Entertaining Backstage View of Celebrity-Making
Shep Gordon has done it all — or so he says. In his autobiography, “They Call Me Supermensch,” the affable celebrity agent lays out the […]





Shep Gordon has done it all — or so he says. In his autobiography, “They Call Me Supermensch,” the affable celebrity agent lays out the details of his life with candor and occasional hyperbole.

“Every paper in the world,” he writes unflinchingly when describing how much coverage he will obtain for a client.

“So we created organic farms in India,” he states with scant explanation of a plan to bring gourmet food to Asia.




His considerable charm, at least on paper, carries him through the book with nary a scratch.

Gordon was the brains behind rock star Alice Cooper, his first client, and he spends a lot of the book on him. Too much, really. Some of his potentially more interesting clients, such as an aging Groucho Marx, get short shrift. But Gordon reveals his kinder side on the subject of the Dalai Lama, for whom he cooked while touring the United States.

The modern-day celebrity chef was Gordon’s creation. Household names such as Emeril Lagasse and Wolfgang Puck were little known before the impresario noticed what a raw deal some of them were getting, despite running top-notch restaurants here and abroad. He championed many of them to greater glory, not to mention enhanced earnings.

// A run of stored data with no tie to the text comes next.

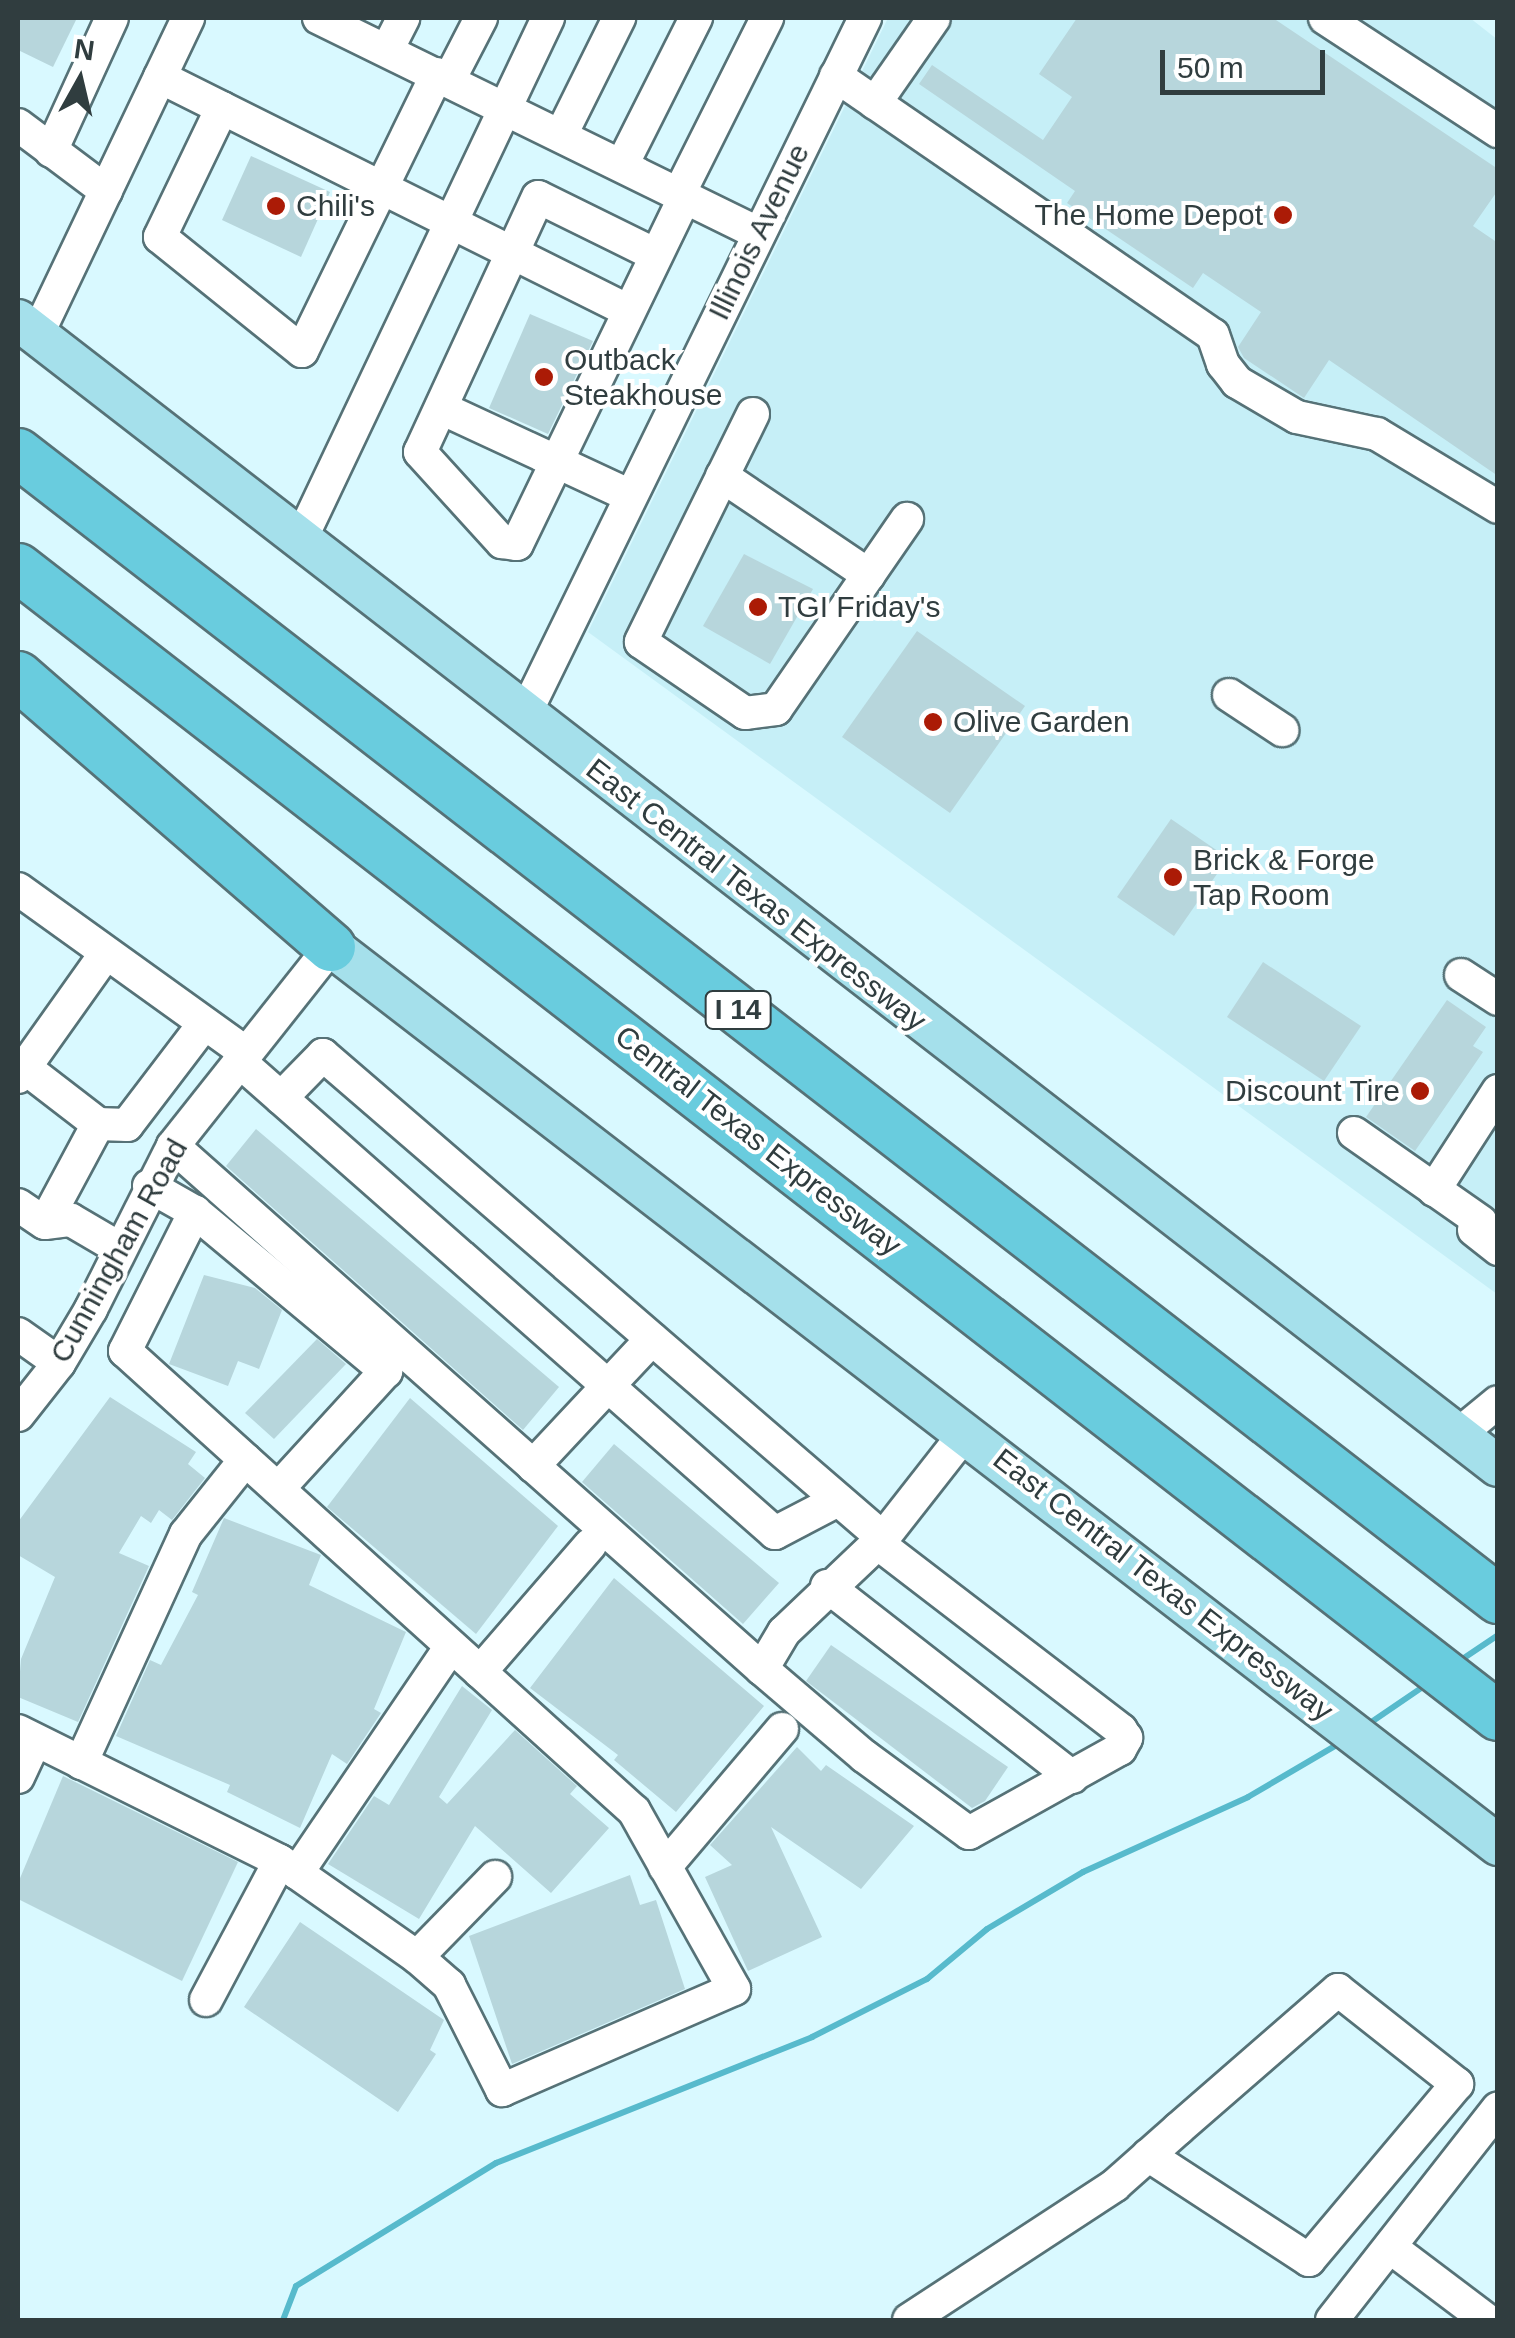 <!DOCTYPE html>
<style>
body{margin:0}
#map{position:relative;width:1515px;height:2338px;overflow:hidden;background:#d9f9ff;font-family:Helvetica,sans-serif}
div>[style]{position:absolute}
.built>*{inset:0;background:#c6eff7}
.stream>*{height:6px;margin:-3px;padding:0 3px;transform-origin:3px;border-radius:3px;background:#57bacc}
.building>*{inset:0;background:#b7d6dc}
.roads{filter:drop-shadow(2px 0 #567277) drop-shadow(-2px 0 #567277) drop-shadow(0 2px #567277) drop-shadow(0 -2px #567277)}
.minor>*{height:32px;margin:-16px;padding:0 16px;transform-origin:16px;border-radius:16px;background:#fff}
.major>*{height:40px;margin:-20px;padding:0 20px;transform-origin:20px;border-radius:20px;background:#a5e0eb}
.highway>*{height:48px;margin:-24px;padding:0 24px;transform-origin:24px;border-radius:24px;background:#69ccde}
.dots>*{width:28px;height:28px;translate:-50% -50%;box-sizing:border-box;border:5px solid #fff;border-radius:50%}
span{translate:-50% -50%;white-space:nowrap;text-align:center;line-height:1.15;-webkit-text-stroke:8px #fff;paint-order:stroke}
.shield-label span{padding:2px 8px;background:#fff;border:2px solid;border-radius:8px;-webkit-text-stroke-width:0}
.shield-label{font-size:28px;color:#303d3f;font-weight:700}
.poi-label{font-size:30px;color:#303d3f}
.left{translate:0 -50%;text-align:left}
.right{translate:-100% -50%;text-align:right}
.street-label{font-size:30px;color:#303d3f}
.frame{position:absolute;inset:0;border:20px solid #303d3f;pointer-events:none}
.north{position:absolute;left:30px;top:30px;width:100px;height:100px;-webkit-text-stroke:8px #fff;paint-order:stroke;rotate:8deg;font-size:28px;font-weight:700;line-height:40px;text-align:center;color:#303d3f}
.north::after{content:'';display:block;margin:auto;width:35px;height:45px;background:#303d3f;clip-path:polygon(50% 0,100% 100%,50% 72%,0 100%)}
.scale{position:absolute;left:1160px;top:50px;width:165px;height:45px;box-sizing:border-box;border:5px solid #303d3f;border-top:0;padding-left:12px;font-size:30px;line-height:35px;white-space:nowrap;color:#303d3f;-webkit-text-stroke:8px #fff;paint-order:stroke}
</style>
<div id="map">
<div class="built">
<div style="clip-path:polygon(888px 18px,1470px 18px,1498px 40px,1497px 1294px,588px 632px)"></div>
</div>
<div class="stream">
<div style="left:1458px;top:1662px;width:48px;rotate:-34deg"></div>
<div style="left:1367px;top:1725px;width:73px;rotate:-34.3deg"></div>
<div style="left:283px;top:2320px;width:36px;rotate:-69deg"></div>
<div style="left:296px;top:2286px;width:235px;rotate:-31.6deg"></div>
<div style="left:496px;top:2163px;width:340px;rotate:-21.7deg"></div>
<div style="left:812px;top:2037px;width:129px;rotate:-26.8deg"></div>
<div style="left:927px;top:1979px;width:78px;rotate:-39.8deg"></div>
<div style="left:987px;top:1929px;width:112px;rotate:-30.7deg"></div>
<div style="left:1083px;top:1872px;width:181px;rotate:-24.4deg"></div>
<div style="left:1248px;top:1797px;width:107px;rotate:-30.4deg"></div>
</div>
<div class="building">
<div style="clip-path:polygon(18px 18px,77px 18px,53px 67px,18px 50px)"></div>
<div style="clip-path:polygon(1077px 18px,1273px 18px,1498px 169px,1498px 190px,1473px 226px,1498px 243px,1498px 476px,1329px 360px,1304px 398px,1244px 358px,1238px 347px,1261px 312px,1203px 273px,1193px 288px,1067px 203px,1075px 191px,919px 84px,932px 65px,1043px 140px,1072px 97px,1039px 74px)"></div>
<div style="clip-path:polygon(251px 156px,330px 192px,301px 257px,222px 220px)"></div>
<div style="clip-path:polygon(530px 314px,593px 341px,548px 434px,489px 408px)"></div>
<div style="clip-path:polygon(744px 554px,813px 589px,770px 664px,703px 626px)"></div>
<div style="clip-path:polygon(917px 631px,1025px 706px,950px 813px,842px 737px)"></div>
<div style="clip-path:polygon(1171px 819px,1228px 858px,1174px 936px,1117px 897px)"></div>
<div style="clip-path:polygon(1263px 962px,1361px 1026px,1324px 1081px,1227px 1017px)"></div>
<div style="clip-path:polygon(1447px 1000px,1486px 1027px,1473px 1046px,1483px 1052px,1415px 1151px,1366px 1117px)"></div>
<div style="clip-path:polygon(256px 1129px,559px 1387px,523px 1430px,226px 1166px)"></div>
<div style="clip-path:polygon(204px 1275px,255px 1288px,282px 1310px,259px 1369px,238px 1361px,228px 1386px,169px 1364px)"></div>
<div style="clip-path:polygon(317px 1339px,346px 1364px,274px 1439px,245px 1413px)"></div>
<div style="clip-path:polygon(110px 1397px,196px 1452px,188px 1464px,205px 1478px,172px 1520px,159px 1510px,151px 1523px,141px 1516px,119px 1553px,149px 1566px,78px 1722px,18px 1697px,21px 1659px,55px 1577px,18px 1555px,18px 1522px)"></div>
<div style="clip-path:polygon(410px 1398px,558px 1526px,476px 1634px,327px 1507px)"></div>
<div style="clip-path:polygon(614px 1444px,779px 1583px,743px 1624px,582px 1482px)"></div>
<div style="clip-path:polygon(224px 1518px,321px 1555px,309px 1585px,406px 1632px,374px 1709px,381px 1713px,347px 1764px,332px 1754px,300px 1828px,227px 1792px,230px 1785px,116px 1736px,150px 1660px,161px 1665px,198px 1595px,192px 1592px)"></div>
<div style="clip-path:polygon(614px 1578px,764px 1706px,676px 1812px,614px 1760px,618px 1755px,530px 1688px)"></div>
<div style="clip-path:polygon(831px 1645px,1008px 1767px,985px 1801px,972px 1808px,806px 1681px)"></div>
<div style="clip-path:polygon(462px 1686px,492px 1710px,439px 1797px,447px 1804px,515px 1730px,577px 1786px,570px 1794px,609px 1828px,551px 1893px,475px 1826px,419px 1919px,328px 1864px,374px 1796px,389px 1805px)"></div>
<div style="clip-path:polygon(797px 1747px,821px 1771px,826px 1765px,914px 1826px,861px 1889px,771px 1827px,822px 1937px,748px 1971px,705px 1877px,732px 1865px,710px 1845px)"></div>
<div style="clip-path:polygon(63px 1776px,238px 1862px,182px 1981px,18px 1899px,18px 1883px)"></div>
<div style="clip-path:polygon(630px 1875px,640px 1905px,656px 1900px,685px 1989px,512px 2064px,469px 1936px)"></div>
<div style="clip-path:polygon(300px 1922px,444px 2020px,430px 2050px,436px 2054px,398px 2112px,244px 2007px)"></div>
</div>
<div class="roads">
<div class="minor">
<div style="left:319px;top:18px;width:490px;rotate:26.1deg"></div>
<div style="left:1325px;top:18px;width:207px;rotate:33.2deg"></div>
<div style="left:387px;top:50px;width:36px;rotate:-63deg"></div>
<div style="left:836px;top:76px;width:457px;rotate:34.5deg"></div>
<div style="left:1213px;top:335px;width:31px;rotate:71deg"></div>
<div style="left:1223px;top:364px;width:23px;rotate:52deg"></div>
<div style="left:1237px;top:382px;width:69px;rotate:30.3deg"></div>
<div style="left:1297px;top:417px;width:82px;rotate:12deg"></div>
<div style="left:1377px;top:434px;width:141px;rotate:31.1deg"></div>
<div style="left:160px;top:77px;width:524px;rotate:26.52deg"></div>
<div style="left:449px;top:80px;width:70px;rotate:-62.7deg"></div>
<div style="left:875px;top:103px;width:103px;rotate:-55.2deg"></div>
<div style="left:222px;top:108px;width:143px;rotate:115.7deg"></div>
<div style="left:160px;top:237px;width:182px;rotate:38.8deg"></div>
<div style="left:302px;top:351px;width:308px;rotate:-64deg"></div>
<div style="left:18px;top:125px;width:110px;rotate:36.9deg"></div>
<div style="left:561px;top:135px;width:131px;rotate:-63.6deg"></div>
<div style="left:51px;top:151px;width:146px;rotate:-65.4deg"></div>
<div style="left:622px;top:165px;width:165px;rotate:-63.3deg"></div>
<div style="left:679px;top:194px;width:197px;rotate:-63.4deg"></div>
<div style="left:656px;top:255px;width:131px;rotate:-153.8deg"></div>
<div style="left:538px;top:197px;width:281px;rotate:114.8deg"></div>
<div style="left:420px;top:452px;width:122px;rotate:47.7deg"></div>
<div style="left:502px;top:542px;width:15px;rotate:8deg"></div>
<div style="left:517px;top:544px;width:386px;rotate:-64.2deg"></div>
<div style="left:37px;top:335px;width:351px;rotate:-64.5deg"></div>
<div style="left:441px;top:408px;width:209px;rotate:24.9deg"></div>
<div style="left:753px;top:414px;width:254px;rotate:116.2deg"></div>
<div style="left:641px;top:642px;width:126px;rotate:34.3deg"></div>
<div style="left:745px;top:713px;width:31px;rotate:-7deg"></div>
<div style="left:776px;top:709px;width:231px;rotate:-55.4deg"></div>
<div style="left:722px;top:476px;width:177px;rotate:34deg"></div>
<div style="left:300px;top:541px;width:579px;rotate:-64.63deg"></div>
<div style="left:1229px;top:695px;width:64px;rotate:33.4deg"></div>
<div style="left:524px;top:716px;width:777px;rotate:-63.96deg"></div>
<div style="left:18px;top:889px;width:281px;rotate:35.7deg"></div>
<div style="left:1461px;top:975px;width:44px;rotate:33deg"></div>
<div style="left:239px;top:1061px;width:714px;rotate:41.37deg"></div>
<div style="left:775px;top:1533px;width:71px;rotate:-27.6deg"></div>
<div style="left:24px;top:1067px;width:93px;rotate:37.6deg"></div>
<div style="left:98px;top:1124px;width:112px;rotate:118.2deg"></div>
<div style="left:18px;top:1077px;width:152px;rotate:-54.6deg"></div>
<div style="left:281px;top:1098px;width:60px;rotate:-45.7deg"></div>
<div style="left:323px;top:1055px;width:740px;rotate:40.78deg"></div>
<div style="left:98px;top:1124px;width:29px;rotate:2deg"></div>
<div style="left:127px;top:1125px;width:127px;rotate:-52.7deg"></div>
<div style="left:1354px;top:1133px;width:155px;rotate:35deg"></div>
<div style="left:173px;top:1146px;width:788px;rotate:41.6deg"></div>
<div style="left:762px;top:1669px;width:134px;rotate:40.5deg"></div>
<div style="left:864px;top:1756px;width:130px;rotate:36.3deg"></div>
<div style="left:969px;top:1833px;width:173px;rotate:-29.1deg"></div>
<div style="left:1120px;top:1749px;width:13px;rotate:-61deg"></div>
<div style="left:1126px;top:1738px;width:9px;rotate:-122deg"></div>
<div style="left:1121px;top:1730px;width:307px;rotate:-142.5deg"></div>
<div style="left:149px;top:1186px;width:53px;rotate:29.5deg"></div>
<div style="left:195px;top:1212px;width:249px;rotate:39.8deg"></div>
<div style="left:386px;top:1371px;width:160px;rotate:132.5deg"></div>
<div style="left:1434px;top:1190px;width:118px;rotate:-57.1deg"></div>
<div style="left:18px;top:1205px;width:32px;rotate:34deg"></div>
<div style="left:45px;top:1223px;width:26px;rotate:-7deg"></div>
<div style="left:71px;top:1220px;width:56px;rotate:30.3deg"></div>
<div style="left:1474px;top:1230px;width:31px;rotate:38deg"></div>
<div style="left:18px;top:1334px;width:50px;rotate:35.3deg"></div>
<div style="left:18px;top:1415px;width:66px;rotate:-51.7deg"></div>
<div style="left:59px;top:1363px;width:63px;rotate:-59.3deg"></div>
<div style="left:91px;top:1309px;width:182px;rotate:-63.3deg"></div>
<div style="left:173px;top:1146px;width:254px;rotate:-51.6deg"></div>
<div style="left:1459px;top:1434px;width:50px;rotate:-39.4deg"></div>
<div style="left:533px;top:1466px;width:174px;rotate:-46.9deg"></div>
<div style="left:827px;top:1586px;width:311px;rotate:37.9deg"></div>
<div style="left:762px;top:1669px;width:43px;rotate:-59.3deg"></div>
<div style="left:784px;top:1632px;width:137px;rotate:-43.5deg"></div>
<div style="left:883px;top:1538px;width:135px;rotate:-51.9deg"></div>
<div style="left:480px;top:1672px;width:168px;rotate:-49.1deg"></div>
<div style="left:18px;top:1731px;width:292px;rotate:26.4deg"></div>
<div style="left:280px;top:1861px;width:167px;rotate:35deg"></div>
<div style="left:417px;top:1957px;width:43px;rotate:41.2deg"></div>
<div style="left:449px;top:1985px;width:118px;rotate:63.2deg"></div>
<div style="left:502px;top:2090px;width:253px;rotate:-23.5deg"></div>
<div style="left:734px;top:1989px;width:204px;rotate:-119.3deg"></div>
<div style="left:634px;top:1811px;width:686px;rotate:-137.89deg"></div>
<div style="left:125px;top:1351px;width:156px;rotate:-63.3deg"></div>
<div style="left:81px;top:1763px;width:252px;rotate:-65.4deg"></div>
<div style="left:186px;top:1534px;width:95px;rotate:-51.4deg"></div>
<div style="left:18px;top:1777px;width:40px;rotate:-65deg"></div>
<div style="left:665px;top:1867px;width:181px;rotate:-49.7deg"></div>
<div style="left:297px;top:1873px;width:274px;rotate:-55.8deg"></div>
<div style="left:417px;top:1957px;width:112px;rotate:-45.7deg"></div>
<div style="left:206px;top:2000px;width:157px;rotate:-62deg"></div>
<div style="left:1390px;top:2247px;width:121px;rotate:37deg"></div>
<div style="left:909px;top:2320px;width:246px;rotate:-33.2deg"></div>
<div style="left:1115px;top:2185px;width:84px;rotate:-41.6deg"></div>
<div style="left:1178px;top:2129px;width:212px;rotate:-41deg"></div>
<div style="left:1338px;top:1990px;width:152px;rotate:38.3deg"></div>
<div style="left:1457px;top:2084px;width:230px;rotate:130.1deg"></div>
<div style="left:1309px;top:2260px;width:192px;rotate:-146.9deg"></div>
<div style="left:1332px;top:2320px;width:269px;rotate:-51.9deg"></div>
</div>
<div class="major">
<div style="left:18px;top:320px;width:1872px;rotate:37.75deg"></div>
<div style="left:306px;top:927px;width:1505px;rotate:37.6deg"></div>
</div>
<div class="highway">
<div style="left:18px;top:453px;width:1872px;rotate:37.75deg"></div>
<div style="left:18px;top:568px;width:1873px;rotate:37.8deg"></div>
<div style="left:18px;top:676px;width:414px;rotate:40.9deg"></div>
</div>
</div>
<div class="dots">
<div style="left:276px;top:206px;background:#ab1b06"></div>
<div style="left:1283px;top:215px;background:#ab1b06"></div>
<div style="left:544px;top:377px;background:#ab1b06"></div>
<div style="left:758px;top:607px;background:#ab1b06"></div>
<div style="left:933px;top:722px;background:#ab1b06"></div>
<div style="left:1173px;top:877px;background:#ab1b06"></div>
<div style="left:1420px;top:1091px;background:#ab1b06"></div>
</div>
<div class="shield-label">
<span style="left:738px;top:1010px">I 14</span>
</div>
<div class="poi-label">
<span class="left" style="left:296px;top:206px">Chili's</span>
<span class="right" style="left:1263px;top:215px">The Home Depot</span>
<span class="left" style="left:564px;top:377px">Outback<br>Steakhouse</span>
<span class="left" style="left:778px;top:607px">TGI Friday's</span>
<span class="left" style="left:953px;top:722px">Olive Garden</span>
<span class="left" style="left:1193px;top:877px">Brick &amp; Forge<br>Tap Room</span>
<span class="right" style="left:1400px;top:1091px">Discount Tire</span>
</div>
<div class="street-label">
<span style="left:759px;top:232px;rotate:-64deg">Illinois Avenue</span>
<span style="left:756px;top:895px;rotate:38deg">East Central Texas Expressway</span>
<span style="left:758px;top:1141px;rotate:38deg">Central Texas Expressway</span>
<span style="left:119px;top:1251px;rotate:-61deg">Cunningham Road</span>
<span style="left:1163px;top:1585px;rotate:38deg">East Central Texas Expressway</span>
</div>
<div class="frame"></div>
<div class="north">N</div>
<div class="scale">50 m</div>
</div>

Comedian Mike Myers produced a documentary about Gordon in 2013, and this book is a follow-up to that effort. The two met on the set of “Wayne’s World” in the early ’90s and became friends, with Myers eventually taking up residence in Gordon’s home in Hawaii for a spell.

Gordon also befriended the likes of Michael Douglas, Raquel Welch, Don Ho, and Teddy Pendergrass, guiding and resurrecting the singer’s career after his crippling car accident.

Some of Gordon’s more cantankerous charges were singer Anita Baker, who threw a tray of food all over Gordon because she disliked its plastic wrapping, and record mogul Chris Blackwell, who betrayed Gordon in a cruel about-face.

Gordon’s story is laid out with a touch of incredulity at his good fortune and self-deprecation, referencing with honesty his predilection for recreational substances as well as both his successes and failures. The “shy, no self-esteem, Jewish nebbisher kid with no ambition” did very well for himself, as he ably recounts in this amusing book.